Régulièrement dans le viseur de la direction pour ses conflits ou menaces de conflits syndicaux, Aulnay va être fermée. Officiellement, ce sont les conditions économiques, mais Peugeot a préféré « sacrifier » Aulnay la Citroëniste, à Poissy la Peugeotiste. Avec la liquidation de MA France, Aulnay ferme définitivement une page automobile de 52 ans.

(9 commentaires)

  1. Tavares est un cost killer : le prix de vente de ses voitures suivant la courbe de l’inflation (voire plus) mais il refuse d’appliquer la même règle à ses fournisseurs. C’est comme ça qu’il engrange les bénéfices malgré son absence totale de vision quant aux produits….

  2. C’est le problème des ces entreprises ultra spécialisées et qui n’ont qu’un seul client. Elles ont en permanence une épée de Damoclès au dessus de leur avenir, et si elles n’arrivent pas à se diversifier, le couperet tombe un jour ou l’autre.
    J’ai bossé dans une PME il y a une vingtaine d’année qui travaillait à plus de 50% pour l’automobile. Le patron était conscient du danger potentiel d’être trop dépendant d’un seul secteur industriel, ils ont réussi à se diversifier et cette PME existe toujours.

    1. Je suis d’accord. Mais le raisonnement fonctionne de manière symétrique : j’ai travaillé de longues années pour un donneur d’ordre qui passaient des marchés importants. J’avais pour règle d’écarter les fournisseurs dont le contrat les aurait mis dans une position de dépendance exagérée. En effet, en cas de conflit, la gestion de crise est impossible car toute menace, y compris conforme au contrat, crée le risque de faillite, et donc de rupture d’approvisionnement. Bref, Stellantis a sa part de responsabilité, n’en déplaise aux déclarations de Tavares…
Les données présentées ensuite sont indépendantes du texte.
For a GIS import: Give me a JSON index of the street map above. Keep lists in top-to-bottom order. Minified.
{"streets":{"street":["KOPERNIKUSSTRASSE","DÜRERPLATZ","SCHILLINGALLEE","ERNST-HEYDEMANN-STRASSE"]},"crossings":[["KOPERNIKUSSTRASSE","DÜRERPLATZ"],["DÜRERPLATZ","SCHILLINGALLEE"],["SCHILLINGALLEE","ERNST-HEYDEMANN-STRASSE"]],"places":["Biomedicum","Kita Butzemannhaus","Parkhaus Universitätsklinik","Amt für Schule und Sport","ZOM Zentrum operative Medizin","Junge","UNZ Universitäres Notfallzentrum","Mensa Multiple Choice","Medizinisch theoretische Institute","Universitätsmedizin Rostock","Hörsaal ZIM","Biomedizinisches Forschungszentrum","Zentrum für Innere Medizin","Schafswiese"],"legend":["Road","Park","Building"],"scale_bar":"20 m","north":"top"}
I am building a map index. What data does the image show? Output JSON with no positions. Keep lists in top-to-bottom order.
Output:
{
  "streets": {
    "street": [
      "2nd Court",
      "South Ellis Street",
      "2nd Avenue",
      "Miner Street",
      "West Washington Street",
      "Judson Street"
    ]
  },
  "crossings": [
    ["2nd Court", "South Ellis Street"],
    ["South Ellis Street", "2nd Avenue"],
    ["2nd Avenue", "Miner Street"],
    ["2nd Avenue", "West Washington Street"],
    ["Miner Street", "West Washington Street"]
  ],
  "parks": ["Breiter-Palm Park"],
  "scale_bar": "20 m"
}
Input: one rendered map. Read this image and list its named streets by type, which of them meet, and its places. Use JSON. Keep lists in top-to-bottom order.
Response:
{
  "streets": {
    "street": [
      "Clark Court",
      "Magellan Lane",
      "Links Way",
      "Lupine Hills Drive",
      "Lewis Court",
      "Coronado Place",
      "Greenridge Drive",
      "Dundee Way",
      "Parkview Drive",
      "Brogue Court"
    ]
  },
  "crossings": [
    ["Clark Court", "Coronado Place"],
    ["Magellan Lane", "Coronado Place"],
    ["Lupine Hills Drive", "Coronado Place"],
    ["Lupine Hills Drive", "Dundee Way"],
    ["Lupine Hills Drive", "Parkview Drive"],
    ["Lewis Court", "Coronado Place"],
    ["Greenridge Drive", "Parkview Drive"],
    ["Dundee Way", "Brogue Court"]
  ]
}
  3. Stellantis a largement augmenté le prix de ses véhicule mais refuse systématiquement de rétribuer à la hausse ses fournisseurs, c’est toute la filière qui en souffre. Pour des véhicules lancés en 2023 (3008 par exemple) les fournisseurs ont été nominés en 2019/2020, sur la base de prix pré-Ukraine, depuis l’inflation est énorme notamment sur les énergies et les matières premières. Lorsque les contrats ne prévoient pas de mécanisme de révision juste Stellantis devrait accepter de discuter autour de ces hausses. Deux raisons à cela:
    Stellantis hausse les prix et en a les moyens.
    Dans le cas contraire le fournisseur va mettre la clé sous la porte ou mettre un terme au livraisons vers stellantis et provoquer des arrets de chaines.
    La position de Tavares est intenable, et dire que cette entreprise a bénéficié de l’argent de l’état Français pour les mesures de chômage partiel etc… LAMENTABLE

  4. Dans les rapports entre Stellantis et ses fournisseurs il ne faut pas oublier d’une part que c’est Stellantis qui impose les prix à l’achat ( des pièces fournies) et à la vente ( Stellantis fournissait l’acier à MA France), et que Stellantis a des arriérés de paiement de ses factures auprès de MA France pour des millions d’euros.
    Donc la responsabilité de Stellantis est établie. Ce n’est pas une vue de l’esprit des syndicats.
    Quant à l’idée les syndicats aient fait capoter un accord elle n’a aucun sens : depuis quand les entreprises demandent la permission aux syndicats d’accorder des indemnités extra légales de licenciement ? L’employeur est seul maître à bord et s’il dispose de l’argent rien ne lui interdit de faire un Plan de Sauvegarde de l’Emploi. S’il ne dispose pas de l’argent cela ne peut être imputé aux syndicats.
    Les employeurs donneurs d’ordre ou sous traitant prennent des décision qu’ils ne veulent pas assumer en public et se retournent contre leurs salariés et les syndicats. Quelle lâcheté !

  5. encore un coup de Carlos Satan Tavares…
    effectivement, PSA a toujours été rude avec ses fournisseurs (en nego a l’achat et en paiement)
    apres, quand une boite depend a 80% d’un client, il est en position extremement faible et va négocier une hausse ou des « avantages » quand tu n’as qu’un interlocuteur qui lui ne cherche qu’à assurer une marge au max.
    c’etait malheureusement perdu d’avance

  6. Attention les syndicats ont raison si un client est majoritaire il est responsable de la fermeture de l entreprise donc du PSE !

    Malheureusement avec la loi macron les indemnités sont plafonné dommage sinon tavares alias mister oursin dans les poches aurait dû faire un gros chequ

  7. Pour ce qui concerne Poissy « la Peugeotiste », elle attend le même sort qu’AULNAY d’ci 4 ans.